FDA 2021 Meeting Will Focus on Postmarket Surveillance Strategies for EVAR Grafts and Endoleak Risks for Endologix AFX Grafts

December 17, 2020—The FDA announced it will convene an Advisory Committee meeting of the Circulatory System Devices Panel in 2021 to discuss the type III endoleak risk for AFX endovascular grafts (Endologix), the type III endoleak treatment options for patients who are implanted with AFX devices, and future postmarket surveillance strategies for all endovascular grafts used for the treatment of abdominal aortic aneurysms. Further details concerning the agenda, timing, and location of the Advisory Committee meeting will be announced in the first quarter of 2021.

In its announcement, the FDA also stated that it is updating the October 28, 2019 safety communication on the use of AFX endovascular grafts with Duraply material (AFX with Duraply or AFX2) to provide new data and review current recommendations. At that time, Endovascular Today reported both the FDA communication and Endologix’s response to it.
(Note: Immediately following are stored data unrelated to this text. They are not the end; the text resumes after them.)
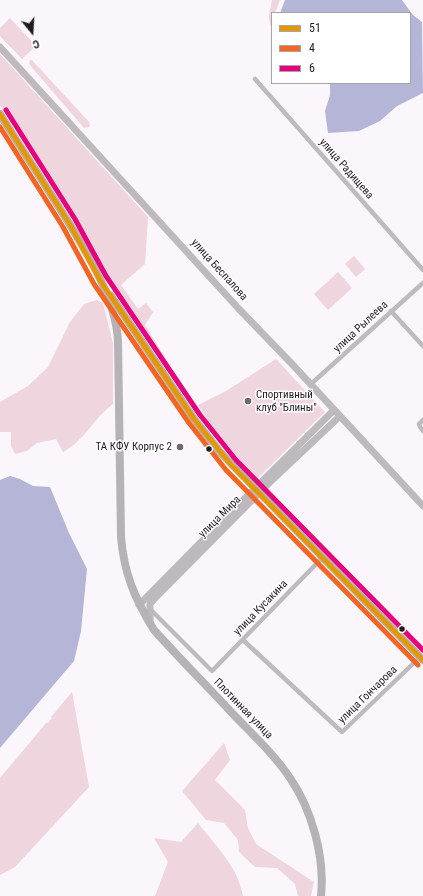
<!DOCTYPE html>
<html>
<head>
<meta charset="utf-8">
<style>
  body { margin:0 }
  #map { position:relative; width:423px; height:896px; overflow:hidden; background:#fbf6fb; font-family:"Roboto Condensed",sans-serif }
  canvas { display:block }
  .legend { position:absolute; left:271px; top:12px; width:140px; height:72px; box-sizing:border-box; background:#fff; border:1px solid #a7a3a7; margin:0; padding:5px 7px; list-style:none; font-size:12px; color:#221a23 }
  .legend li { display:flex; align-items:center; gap:8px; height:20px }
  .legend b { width:20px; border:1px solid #a7a3a7 }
  .north { position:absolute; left:12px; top:12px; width:40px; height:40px; -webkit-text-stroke:3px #fff; paint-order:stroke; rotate:162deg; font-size:11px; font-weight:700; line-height:16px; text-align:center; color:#221a23 }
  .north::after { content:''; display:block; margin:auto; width:14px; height:18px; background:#221a23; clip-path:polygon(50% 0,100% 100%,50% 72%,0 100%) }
</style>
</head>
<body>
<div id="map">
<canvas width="423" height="896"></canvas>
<ul class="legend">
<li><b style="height:5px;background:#e29804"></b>51</li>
<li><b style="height:5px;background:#f26522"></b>4</li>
<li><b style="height:5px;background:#e5007d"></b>6</li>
</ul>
<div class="north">С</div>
</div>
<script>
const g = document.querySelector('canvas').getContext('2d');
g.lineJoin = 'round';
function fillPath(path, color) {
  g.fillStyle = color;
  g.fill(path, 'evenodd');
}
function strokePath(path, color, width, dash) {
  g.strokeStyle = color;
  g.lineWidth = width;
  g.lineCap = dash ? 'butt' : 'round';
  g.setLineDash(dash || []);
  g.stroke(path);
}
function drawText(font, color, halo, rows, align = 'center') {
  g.font = font + ' "Roboto Condensed",sans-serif';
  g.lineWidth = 3;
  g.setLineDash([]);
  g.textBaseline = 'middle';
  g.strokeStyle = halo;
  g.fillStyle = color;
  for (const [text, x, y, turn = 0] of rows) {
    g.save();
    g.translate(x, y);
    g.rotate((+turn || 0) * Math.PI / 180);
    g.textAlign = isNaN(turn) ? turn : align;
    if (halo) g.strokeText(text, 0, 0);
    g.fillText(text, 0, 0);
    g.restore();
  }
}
const green = new Path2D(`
  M272,0H280L275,13H272V27C266,20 271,8 272,0Z
  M10,18L36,46L22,59L0,36V28Z
  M0,54L148,217L145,264L121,285L138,309L146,303L153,312L145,325L187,393L183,395L0,106Z
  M30,60H32L89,122L90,124L89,127L84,128L29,64Z
  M354,256L365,269L356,277L345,264Z
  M338,272L352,288L328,310L314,294Z
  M97,300L103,303L113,343V404C94,418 84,441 63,452L56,439L37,443L27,451L15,454L11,446V432H0V402L28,386L48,367L70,322L84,304Z
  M276,359L325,412L257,479L213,429L198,405L226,391Z
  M72,692L89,787L15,867L0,875V778L47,722L48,723L52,718L51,717Z
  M224,743L230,760L215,780L245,810L248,828L256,844L314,882L311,896H298L295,884L277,868L255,867L239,852L238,840L224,823L206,820L182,791Z
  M198,823C216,846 238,867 243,896H155L168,862L154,838L181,842Z`);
const water = new Path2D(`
  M285,0H402L413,15L422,22L423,93L397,106L380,121L359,131L328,133L325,111L330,95V83H410V13H280Z
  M10,476L20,479L33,486L50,487L69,533L87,569L81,631L74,661L0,748V480Z`);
const minor = new Path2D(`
  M255,79L423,270
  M391,311L423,346
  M311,384L423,283
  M423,420L419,424L420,427L423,431
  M150,609L212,671L323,557
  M243,640L342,732L421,656`);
const secondary = new Path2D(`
  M0,47L238,308L292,364L423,506
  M139,605L212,531L334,410
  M150,624V604L155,598L269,483L340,416`);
const primary = new Path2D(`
  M0,114C17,142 35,169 52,196C77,236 116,294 118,341L121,537C124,574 135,599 154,630C180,659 207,686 233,714C253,735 274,754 290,778C312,810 325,857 321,896
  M111,296L194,419L220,452L423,660`);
const bus1 = new Path2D(`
  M0,114L69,223L100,280L194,419L231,465L423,660`);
const bus2 = new Path2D(`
  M0,127L63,227L94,284L189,423L226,470L418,665`);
const bus3 = new Path2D(`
  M6,110L75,219L106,276L200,415L236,460L423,650`);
const markers = [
  [248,401,4,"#6e676f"],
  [180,447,4,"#6e676f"],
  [209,449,3.5,"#221a23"],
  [402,629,3.5,"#221a23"]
];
const streetNames = [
  ["улица Радищева",346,169,49],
  ["улица Беспалова",219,270,48],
  ["улица Рылеева",361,327,-43],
  ["улица Мира",220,517,-45],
  ["улица Кусакина",261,608,-46],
  ["улица Гончарова",368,695,-44],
  ["Плотинная улица",243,709,46]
];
const poiNames = [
  ["Спортивный",256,395],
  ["клуб \"Блины\"",256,408],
  ["ТА КФУ Корпус 2",172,447,"right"]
];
fillPath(green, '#efd5dd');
fillPath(water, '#b5b6d7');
strokePath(minor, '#bfbabd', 4.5);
strokePath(secondary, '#beb9bc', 7);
strokePath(primary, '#b7b2b5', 8);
strokePath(bus1, '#e29804', 5);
strokePath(bus2, '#f26522', 5);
strokePath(bus3, '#e5007d', 5);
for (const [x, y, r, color] of markers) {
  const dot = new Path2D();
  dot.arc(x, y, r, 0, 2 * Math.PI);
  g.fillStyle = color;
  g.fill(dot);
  strokePath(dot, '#fff', 1.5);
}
drawText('11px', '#221a23', '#fff', streetNames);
drawText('11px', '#221a23', '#fff', poiNames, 'left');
</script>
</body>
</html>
The FDA advised that the recommendations from the October 2019 safety communication have not changed. The FDA is reminding patients and health care providers of the importance of at least yearly, lifelong follow-up for all patients who have any type of Endologix AFX endovascular graft (AFX with Strata, AFX with Duraply, or AFX2) in order to monitor for type III endoleaks.

The FDA further stated that it continues to evaluate new information that suggests the risk of type III endoleaks occurring with the use of AFX endovascular grafts with Duraply graft material (AFX with Duraply or AFX2) may be higher than expected. Because of ongoing concerns regarding this issue, the FDA is committed to obtaining additional postmarket data to better understand the risk of type III endoleaks for AFX endovascular grafts.